Psicologia & Sociedade: Deixando a vida pra depois

Você também tem a sensação de que o ano só começa pra valer depois do carnaval? O período da festa pode mudar, às vezes até adentra o mês de março, mas quase sempre coincide com recessos e férias escolares. Aí a impressão que fica é que janeiro e fevereiro são meses inaproveitáveis. Essa complicação acaba atrapalhando prazos, tarefas e negócios. A desculpa perfeita para nossa mente procrastinadora, sempre pronta para adiar tudo o que é inadiável.

Procrastinação, essa palavra rebuscada, significada adiar, postergar, evitar a realização de uma tarefa. O resultado, quase sempre, é um desconforto psicológico e emoções negativas, como a culpa e a insatisfação. Imagine, por exemplo, que você tenha uma tia muito próxima, idosa, internada e gravemente doente. Você sabe que deve ir ao hospital, diz que amanhã sem falta irá. Mas não vai, porque tem muita coisa pra resolver. Mas no lugar de resolver seus problemas, a cada coisa que tenta fazer pensa que deveria ter ido visitar a tia, e assim, não consegue se concentrar para finalizar nada.

A cena acima pode ser transportada para todas as pendências às quais nos apegamos. Há tantas tarefas acumuladas, deixadas de lado, que acabam ocupando todo o espaço psíquico, de forma que fica muito difícil fazer alguma coisa. Aí, pensamentos obsessivos acabam por se tornar vício. Ao ficarmos pensando compulsivamente naquilo que estamos em falta, nos distraímos do que é essencial, obcecados por tarefas que só atingiram uma dimensão relevante porque não foram finalizadas.

Do ponto de vista evolucionista, a procrastinação é um produto indireto da impulsividade de nossos ancestrais. O ambiente hostil e o futuro incerto dos homens primitivos selecionou, através do tempo, aqueles que buscavam recompensas imediatas, pois se organizar e planejar o tempo futuro não fazia muito sentido: o que importava, naquele ambiente primitivo, era sobreviver mais um dia. Ter metas e objetivos são coisas do mundo moderno. Mas colocar a culpa na seleção natural também é uma boa desculpa para continuar procrastinando, não é?

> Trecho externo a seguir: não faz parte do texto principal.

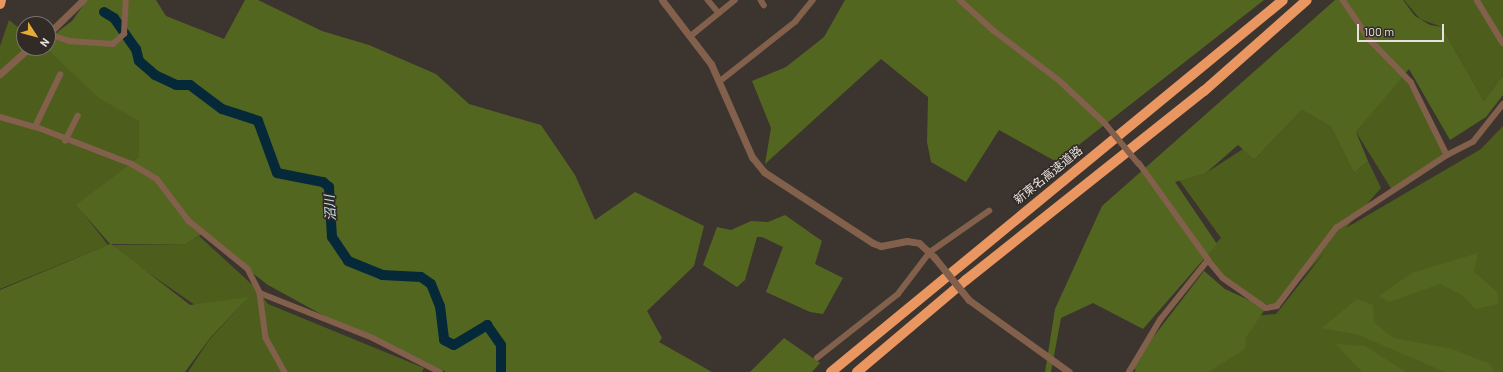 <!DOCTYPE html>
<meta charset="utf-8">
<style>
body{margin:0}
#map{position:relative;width:1503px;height:372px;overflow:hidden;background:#3c342f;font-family:Barlow,"Noto Sans JP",sans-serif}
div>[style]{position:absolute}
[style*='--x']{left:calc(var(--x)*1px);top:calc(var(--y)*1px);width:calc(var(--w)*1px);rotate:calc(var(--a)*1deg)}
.green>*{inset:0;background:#4d5e1c}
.forest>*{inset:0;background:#53661f}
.river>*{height:10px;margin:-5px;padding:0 5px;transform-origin:5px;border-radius:5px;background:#062939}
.minor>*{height:5.5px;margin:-2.75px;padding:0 2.75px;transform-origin:2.75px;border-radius:2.75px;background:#82604b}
.tertiary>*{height:7px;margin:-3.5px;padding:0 3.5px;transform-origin:3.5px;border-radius:3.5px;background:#82604b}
.motorway>*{height:10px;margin:-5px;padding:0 5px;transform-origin:5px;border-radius:5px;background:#ea9661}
.minor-bridge>*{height:5.5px;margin:-2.75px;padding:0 2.75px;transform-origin:2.75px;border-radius:2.75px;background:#82604b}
.tertiary-bridge>*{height:7px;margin:-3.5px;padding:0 3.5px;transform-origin:3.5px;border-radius:3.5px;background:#82604b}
span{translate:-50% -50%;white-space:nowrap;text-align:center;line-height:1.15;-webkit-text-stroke:3px #312a25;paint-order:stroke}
.street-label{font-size:12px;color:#e6e1de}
.water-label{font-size:13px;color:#cbe2ef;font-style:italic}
.north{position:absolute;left:16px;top:16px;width:40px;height:40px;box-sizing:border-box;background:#312a25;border:1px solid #79736f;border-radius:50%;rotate:126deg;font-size:11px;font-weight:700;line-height:16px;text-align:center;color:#e6e1de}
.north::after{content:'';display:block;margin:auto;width:14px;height:18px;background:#e7ac36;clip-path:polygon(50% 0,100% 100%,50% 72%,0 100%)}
.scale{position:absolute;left:1357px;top:24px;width:87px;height:18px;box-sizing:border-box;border:2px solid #e6e1de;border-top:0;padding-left:5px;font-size:12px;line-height:14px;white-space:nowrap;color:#e6e1de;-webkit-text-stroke:3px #312a25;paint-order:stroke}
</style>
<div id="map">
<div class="green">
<i style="clip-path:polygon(1404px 0,1503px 0,1503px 75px,1484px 101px,1442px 27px,1420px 19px)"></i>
<i style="clip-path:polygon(9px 20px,24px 32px,24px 48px,45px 48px,139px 121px,139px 157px,77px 205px,108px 245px,186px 244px,199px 236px,258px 290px,268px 304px,424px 368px,422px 372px,188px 372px,209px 340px,246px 300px,195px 305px,108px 245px,0 289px,0 46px)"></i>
<i style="clip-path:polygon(1403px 75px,1447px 155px,1392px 190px,1356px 132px)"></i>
<i style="clip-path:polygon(1302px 110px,1331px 127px,1354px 173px,1368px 161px,1381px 188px,1346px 228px,1481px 149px,1503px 126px,1503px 372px,1134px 372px,1204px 271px,1254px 316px,1276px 314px,1325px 252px,1277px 306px,1259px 303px,1223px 278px,1205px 254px,1221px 238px,1179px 180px,1206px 173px,1243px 149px,1254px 160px)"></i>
</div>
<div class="forest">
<i style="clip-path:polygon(87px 0,156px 0,166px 16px,224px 39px,245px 0,258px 0,322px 31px,369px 45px,436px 74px,469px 104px,541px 125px,575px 175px,595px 220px,635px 192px,704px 226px,694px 266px,647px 311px,662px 338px,659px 342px,712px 372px,446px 372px,372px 335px,339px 324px,268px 285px,202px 234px,186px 244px,111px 244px,190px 305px,249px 297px,210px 338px,185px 372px,0 372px,0 290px,110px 244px,76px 205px,139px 157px,139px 121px,99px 98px,46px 48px,48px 39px,72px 21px)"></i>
<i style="clip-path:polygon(845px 0,1264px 0,1057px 162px,999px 130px,966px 182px,931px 162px,927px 142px,928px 97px,881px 59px,765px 164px,771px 128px,752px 81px,786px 67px,824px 37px)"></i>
<i style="clip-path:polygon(1335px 0,1403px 0,1415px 16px,1430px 25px,1442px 27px,1484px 101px,1503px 75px,1503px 95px,1486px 117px,1450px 140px,1409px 69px,1356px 132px,1368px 161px,1354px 173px,1331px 127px,1302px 110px,1254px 160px,1238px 145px,1206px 173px,1175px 182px,1217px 244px,1143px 329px,1093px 303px,1061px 318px,1051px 372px,1045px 372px,1055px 309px,1102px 206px)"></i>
<i style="clip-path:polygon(785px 215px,822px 241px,815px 264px,843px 278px,823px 314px,810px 312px,766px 292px,783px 247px,762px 237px,757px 237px,745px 280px,737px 287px,703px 265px,717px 227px,731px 230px,751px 221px,768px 222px)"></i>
<i style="clip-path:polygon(1478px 253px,1474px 272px,1497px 292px,1498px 304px,1475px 309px,1462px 295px,1440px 284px,1389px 302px,1379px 296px,1412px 273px)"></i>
<i style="clip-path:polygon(1204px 271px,1225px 289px,1266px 308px,1246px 337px,1245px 349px,1208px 372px,1138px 372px,1131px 366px)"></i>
<i style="clip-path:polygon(1357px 299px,1373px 305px,1374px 322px,1393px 338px,1452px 349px,1490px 364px,1494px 372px,1445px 372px,1359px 335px,1322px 328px)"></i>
<i style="clip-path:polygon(784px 338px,820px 363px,812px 372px,750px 372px)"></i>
<i style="clip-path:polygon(1336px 344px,1365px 346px,1406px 372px,1362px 372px)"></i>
</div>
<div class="river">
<i style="--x:104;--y:12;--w:12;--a:31"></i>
<i style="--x:114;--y:18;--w:38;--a:55"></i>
<i style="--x:136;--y:49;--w:12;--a:76"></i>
<i style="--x:139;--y:61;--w:21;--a:41"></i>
<i style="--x:155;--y:75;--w:23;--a:25"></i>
<i style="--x:176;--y:85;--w:14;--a:0"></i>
<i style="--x:190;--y:85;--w:40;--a:37"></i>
<i style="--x:222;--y:109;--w:38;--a:18"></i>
<i style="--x:258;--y:121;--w:55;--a:69.9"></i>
<i style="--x:277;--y:173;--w:47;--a:11.1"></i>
<i style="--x:323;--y:182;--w:8;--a:40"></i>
<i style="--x:329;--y:187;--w:50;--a:86.6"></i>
<i style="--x:332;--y:237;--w:29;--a:56"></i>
<i style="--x:348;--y:261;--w:37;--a:22"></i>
<i style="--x:382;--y:275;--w:39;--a:3"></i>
<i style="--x:421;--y:277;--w:12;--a:35"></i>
<i style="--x:431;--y:284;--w:24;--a:68"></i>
<i style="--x:440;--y:306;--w:34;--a:83"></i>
<i style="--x:444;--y:340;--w:11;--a:27"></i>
<i style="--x:454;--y:345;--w:39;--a:-31"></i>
<i style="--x:487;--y:325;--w:24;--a:55"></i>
<i style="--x:501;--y:345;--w:27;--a:90"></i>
</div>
<div class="minor">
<i style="--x:708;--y:0;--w:17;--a:50"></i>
<i style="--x:761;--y:0;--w:6;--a:59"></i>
<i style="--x:960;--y:0;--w:45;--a:42.3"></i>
<i style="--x:993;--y:30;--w:84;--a:37.3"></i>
<i style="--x:1060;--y:81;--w:60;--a:43"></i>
<i style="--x:1343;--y:0;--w:50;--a:55.7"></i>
<i style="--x:1371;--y:41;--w:57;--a:45.7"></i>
<i style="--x:1411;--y:82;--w:81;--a:63.7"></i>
<i style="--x:1477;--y:0;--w:50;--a:58.8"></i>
<i style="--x:48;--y:34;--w:22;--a:18"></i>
<i style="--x:69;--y:41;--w:44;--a:3.9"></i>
<i style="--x:113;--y:44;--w:15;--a:-42"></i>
<i style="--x:124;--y:34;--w:34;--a:-87"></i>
<i style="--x:692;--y:35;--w:55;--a:-39.1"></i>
<i style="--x:719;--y:82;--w:97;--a:-38.3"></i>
<i style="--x:795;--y:22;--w:28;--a:-51"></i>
<i style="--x:0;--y:117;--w:41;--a:15.8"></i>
<i style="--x:39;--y:128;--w:100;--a:21.2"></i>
<i style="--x:132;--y:164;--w:29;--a:31"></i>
<i style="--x:157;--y:179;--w:53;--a:52.7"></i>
<i style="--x:189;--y:221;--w:76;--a:39.1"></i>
<i style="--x:248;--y:269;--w:27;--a:63"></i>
<i style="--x:260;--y:293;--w:45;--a:82.4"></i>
<i style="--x:266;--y:338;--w:39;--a:61"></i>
<i style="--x:35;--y:127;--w:58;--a:-64.3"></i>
<i style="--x:65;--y:141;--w:28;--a:-63"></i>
<i style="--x:1208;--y:260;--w:23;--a:50"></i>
<i style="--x:1223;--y:278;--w:52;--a:34.9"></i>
<i style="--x:1266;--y:308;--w:11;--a:-10"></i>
<i style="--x:1277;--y:306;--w:98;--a:-52.9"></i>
<i style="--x:1336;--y:228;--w:133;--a:-33.3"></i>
<i style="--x:1447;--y:155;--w:29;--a:-27"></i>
<i style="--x:1473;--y:142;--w:48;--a:-51.7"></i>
<i style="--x:260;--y:293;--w:122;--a:21.7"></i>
<i style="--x:373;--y:338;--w:75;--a:26.9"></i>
<i style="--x:817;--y:358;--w:103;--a:-38.3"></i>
<i style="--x:898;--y:294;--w:53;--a:-52.7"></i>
<i style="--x:930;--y:252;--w:72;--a:-34.8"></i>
<i style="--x:1129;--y:372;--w:61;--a:-59.2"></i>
<i style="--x:1160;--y:320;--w:77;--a:-51.3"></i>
<i style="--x:1208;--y:260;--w:118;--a:-125.7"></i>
</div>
<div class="tertiary">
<i style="--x:662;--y:0;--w:81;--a:52.6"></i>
<i style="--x:711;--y:64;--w:102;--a:66.2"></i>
<i style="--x:752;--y:157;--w:19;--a:51"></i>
<i style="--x:764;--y:172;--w:130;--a:33.1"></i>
<i style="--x:873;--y:243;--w:9;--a:21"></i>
<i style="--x:881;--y:246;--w:26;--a:-11"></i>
<i style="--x:907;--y:241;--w:12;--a:9"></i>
<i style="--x:919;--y:243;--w:21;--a:43"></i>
<i style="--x:48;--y:34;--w:49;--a:-44.2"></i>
<i style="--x:0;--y:74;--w:39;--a:-42"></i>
<i style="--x:969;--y:300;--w:123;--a:35.8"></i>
</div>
<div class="motorway">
<i style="--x:0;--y:4;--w:4;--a:-76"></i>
<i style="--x:831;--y:372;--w:585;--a:-39.45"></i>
<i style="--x:857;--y:372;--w:143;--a:-40.2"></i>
<i style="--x:966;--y:280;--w:304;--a:-38.5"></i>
<i style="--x:1204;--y:91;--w:137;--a:-41.5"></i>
</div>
<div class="minor-bridge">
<i style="--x:1104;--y:122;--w:55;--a:50.2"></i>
</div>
<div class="tertiary-bridge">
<i style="--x:934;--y:257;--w:55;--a:50.9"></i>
</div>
<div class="street-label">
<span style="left:1048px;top:175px;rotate:-39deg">新東名高速道路</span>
</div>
<div class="water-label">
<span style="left:330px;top:208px;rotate:-93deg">沼川</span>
</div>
<div class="north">N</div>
<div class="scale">100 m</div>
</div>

Da ótica da psicanálise, por sua vez, podemos olhar o assunto por outro ângulo. A partir da invenção freudiana, começamos a compreender a ambivalência de alguns fenômenos humanos, e apesar de parecer um tanto estranho, um comportamento que resulta em um sofrimento evidente pode estar atravessado também por algum tipo de satisfação. Assim, cultivar uma culpa por não ter ido visitar alguém, ou não ter feito uma obrigação qualquer é bem conveniente. Acaba sendo mais cômodo, pois, se já estamos condenados a fracassar, não precisamos nem tentar. Estamos livres para outras atividades, que exigem pouco esforço e que trarão gratificação imediata. O trabalho nunca ficará pronto, a dissertação nunca será escrita, a arrumação pode esperar, e assim vai.

Mas todas essas situações não vão resultar, como dito acima, em mal estar, culpa e ansiedade? Sim. Mas trazem consigo não só prejuízo, mas outros ganhos subjetivos também. No caso de não ir visitar a tia idosa e doente, eu me esquivo de pensar na finitude, na vulnerabilidade da qual também estou submetido, no meu próprio envelhecimento ou no envelhecimento dos meus pais talvez. Não conseguir começar ou se não finalizo um trabalho, me permite manter-me na fantasia de que ele sairá perfeito. Uma obra prima em potencial. Se na prática temos que admitir nossas falhas e limitações, na hipótese podemos ser um prodígio.

O medo de não fazer a escolha perfeita está na base do funcionamento do “deixa pra depois”. Vivemos em constante espera. Como na letra do J.Quest, “vivemos esperando o dia em que seremos melhores…”. É comum dizermos que ainda não estamos preparados para isso, para aquilo, e de fato nunca estamos. Mas tentar tornar-se perfeito para assumir um desejo, uma tarefa ou uma nova vida será em vão, pois somos sempre inacabados e incompletos. A realidade sempre exigirá mais do que a teoria nos deu.